(Peer-Reviewed) Third-harmonic generation and imaging with resonant Si membrane metasurface
Ze Zheng ¹, Lei Xu 徐雷 ¹, Lujun Huang 黄陆军 ² ³, Daria Smirnova ⁴, Khosro Zangeneh Kamali ⁴, Arman Yousefi ¹, Fu Deng ⁵, Rocio Camacho-Morales ⁴, Cuifeng Ying ¹, Andrey E. Miroshnichenko ², Dragomir N. Neshev ⁴, Mohsen Rahmani ¹
¹ Advanced Optics and Photonics Laboratory, Department of Engineering, School of Science & Technology, Nottingham Trent University, Nottingham NG11 8NS, UK
² School of Engineering and Information Technology, University of New South Wales, Canberra ACT 2600, Australia
³ School of Physics and Electronic Science, East China Normal University, Shanghai 200241, China
中国 上海 华东师范大学物理与电子科学学院
⁴ ARC Centre of Excellence for Transformative Meta-Optical Systems (TMOS), Research School of Physics, Australian National University, Canberra ACT 2601, Australia
⁵ Department of Physics, Hong Kong University of Science and Technology, Kowloon, Hong Kong SAR 999077, China
中国 香港 香港科技大学物理系
Dielectric metasurfaces play an increasingly important role in enhancing optical nonlinear generations owing to their ability to support strong light-matter interactions based on Mie-type multipolar resonances. Compared to metasurfaces composed of the periodic arrangement of nanoparticles, inverse, so-called, membrane metasurfaces offer unique possibilities for supporting multipolar resonances, while maintaining small unit cell size, large mode volume and high field enhancement for enhancing nonlinear frequency conversion.

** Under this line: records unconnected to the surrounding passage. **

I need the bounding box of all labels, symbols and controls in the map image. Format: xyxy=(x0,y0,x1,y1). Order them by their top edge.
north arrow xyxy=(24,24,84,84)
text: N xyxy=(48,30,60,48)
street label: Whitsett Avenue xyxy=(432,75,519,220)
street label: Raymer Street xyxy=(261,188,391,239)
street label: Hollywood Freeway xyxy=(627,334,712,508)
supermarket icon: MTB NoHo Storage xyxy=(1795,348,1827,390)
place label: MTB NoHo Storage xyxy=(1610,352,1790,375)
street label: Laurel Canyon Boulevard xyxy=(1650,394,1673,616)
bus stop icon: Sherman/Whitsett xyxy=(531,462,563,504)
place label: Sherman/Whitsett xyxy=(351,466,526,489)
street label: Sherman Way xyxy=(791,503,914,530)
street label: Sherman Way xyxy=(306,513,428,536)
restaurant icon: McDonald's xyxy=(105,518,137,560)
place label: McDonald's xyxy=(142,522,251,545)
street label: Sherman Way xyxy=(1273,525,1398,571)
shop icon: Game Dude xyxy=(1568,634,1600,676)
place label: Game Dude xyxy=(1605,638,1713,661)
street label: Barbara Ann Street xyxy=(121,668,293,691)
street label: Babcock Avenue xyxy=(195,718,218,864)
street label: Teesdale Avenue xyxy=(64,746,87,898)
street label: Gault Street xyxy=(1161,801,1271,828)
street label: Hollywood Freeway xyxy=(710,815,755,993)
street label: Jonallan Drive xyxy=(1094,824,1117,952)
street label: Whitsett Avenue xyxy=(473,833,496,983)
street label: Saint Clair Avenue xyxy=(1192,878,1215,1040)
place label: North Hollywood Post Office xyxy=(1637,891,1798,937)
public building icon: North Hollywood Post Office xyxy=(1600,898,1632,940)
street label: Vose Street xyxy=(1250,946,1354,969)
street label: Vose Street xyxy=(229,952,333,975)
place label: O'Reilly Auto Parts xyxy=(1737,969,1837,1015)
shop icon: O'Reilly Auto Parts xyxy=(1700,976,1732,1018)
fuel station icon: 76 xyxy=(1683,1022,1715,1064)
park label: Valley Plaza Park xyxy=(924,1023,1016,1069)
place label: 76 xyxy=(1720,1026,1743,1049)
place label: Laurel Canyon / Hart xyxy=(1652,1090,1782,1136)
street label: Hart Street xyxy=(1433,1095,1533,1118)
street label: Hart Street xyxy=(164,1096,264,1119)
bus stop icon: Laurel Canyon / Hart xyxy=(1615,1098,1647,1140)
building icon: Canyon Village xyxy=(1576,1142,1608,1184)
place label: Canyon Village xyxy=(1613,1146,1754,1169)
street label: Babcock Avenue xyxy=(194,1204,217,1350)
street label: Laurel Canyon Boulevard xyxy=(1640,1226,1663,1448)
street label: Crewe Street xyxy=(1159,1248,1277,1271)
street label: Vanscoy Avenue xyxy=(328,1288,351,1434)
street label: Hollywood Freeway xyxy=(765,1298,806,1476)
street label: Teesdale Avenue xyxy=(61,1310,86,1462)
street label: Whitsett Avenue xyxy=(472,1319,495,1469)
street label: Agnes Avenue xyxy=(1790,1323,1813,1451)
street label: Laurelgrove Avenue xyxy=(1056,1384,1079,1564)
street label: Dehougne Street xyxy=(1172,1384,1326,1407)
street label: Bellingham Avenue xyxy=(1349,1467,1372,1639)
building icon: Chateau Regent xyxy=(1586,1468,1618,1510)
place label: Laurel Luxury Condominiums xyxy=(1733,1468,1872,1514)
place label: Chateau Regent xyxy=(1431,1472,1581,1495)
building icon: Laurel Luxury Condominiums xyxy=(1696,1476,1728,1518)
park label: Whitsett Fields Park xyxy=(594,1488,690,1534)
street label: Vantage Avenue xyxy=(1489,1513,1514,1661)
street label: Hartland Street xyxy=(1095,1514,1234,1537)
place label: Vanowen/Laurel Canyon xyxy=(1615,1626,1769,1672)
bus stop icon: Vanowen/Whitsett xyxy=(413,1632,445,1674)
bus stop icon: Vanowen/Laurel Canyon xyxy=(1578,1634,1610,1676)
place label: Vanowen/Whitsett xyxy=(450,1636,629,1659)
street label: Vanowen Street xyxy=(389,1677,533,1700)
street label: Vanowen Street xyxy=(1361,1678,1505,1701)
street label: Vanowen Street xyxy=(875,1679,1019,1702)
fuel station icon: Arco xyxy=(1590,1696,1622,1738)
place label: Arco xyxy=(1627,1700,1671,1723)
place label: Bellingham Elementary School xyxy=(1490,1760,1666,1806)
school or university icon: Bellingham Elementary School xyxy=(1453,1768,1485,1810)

Here, we theoretically and experimentally investigate the formation of bound states in the continuum (BICs) from silicon dimer-hole membrane metasurfaces. We demonstrate that our BIC-formed resonance features a strong and tailorable electric near-field confinement inside the silicon membrane films. Furthermore, we show that by tuning the gap between the holes, one can open a leaky channel to transform these regular BICs into quasi-BICs, which can be excited directly under normal plane wave incidence.
To prove the capabilities of such metasurfaces, we demonstrate the conversion of an infrared image to the visible range, based on the Third-harmonic generation (THG) process with the resonant membrane metasurfaces. Our results suggest a new paradigm for realising efficient nonlinear photonics metadevices and hold promise for extending the applications of nonlinear structuring surfaces to new types of all-optical near-infrared imaging technologies.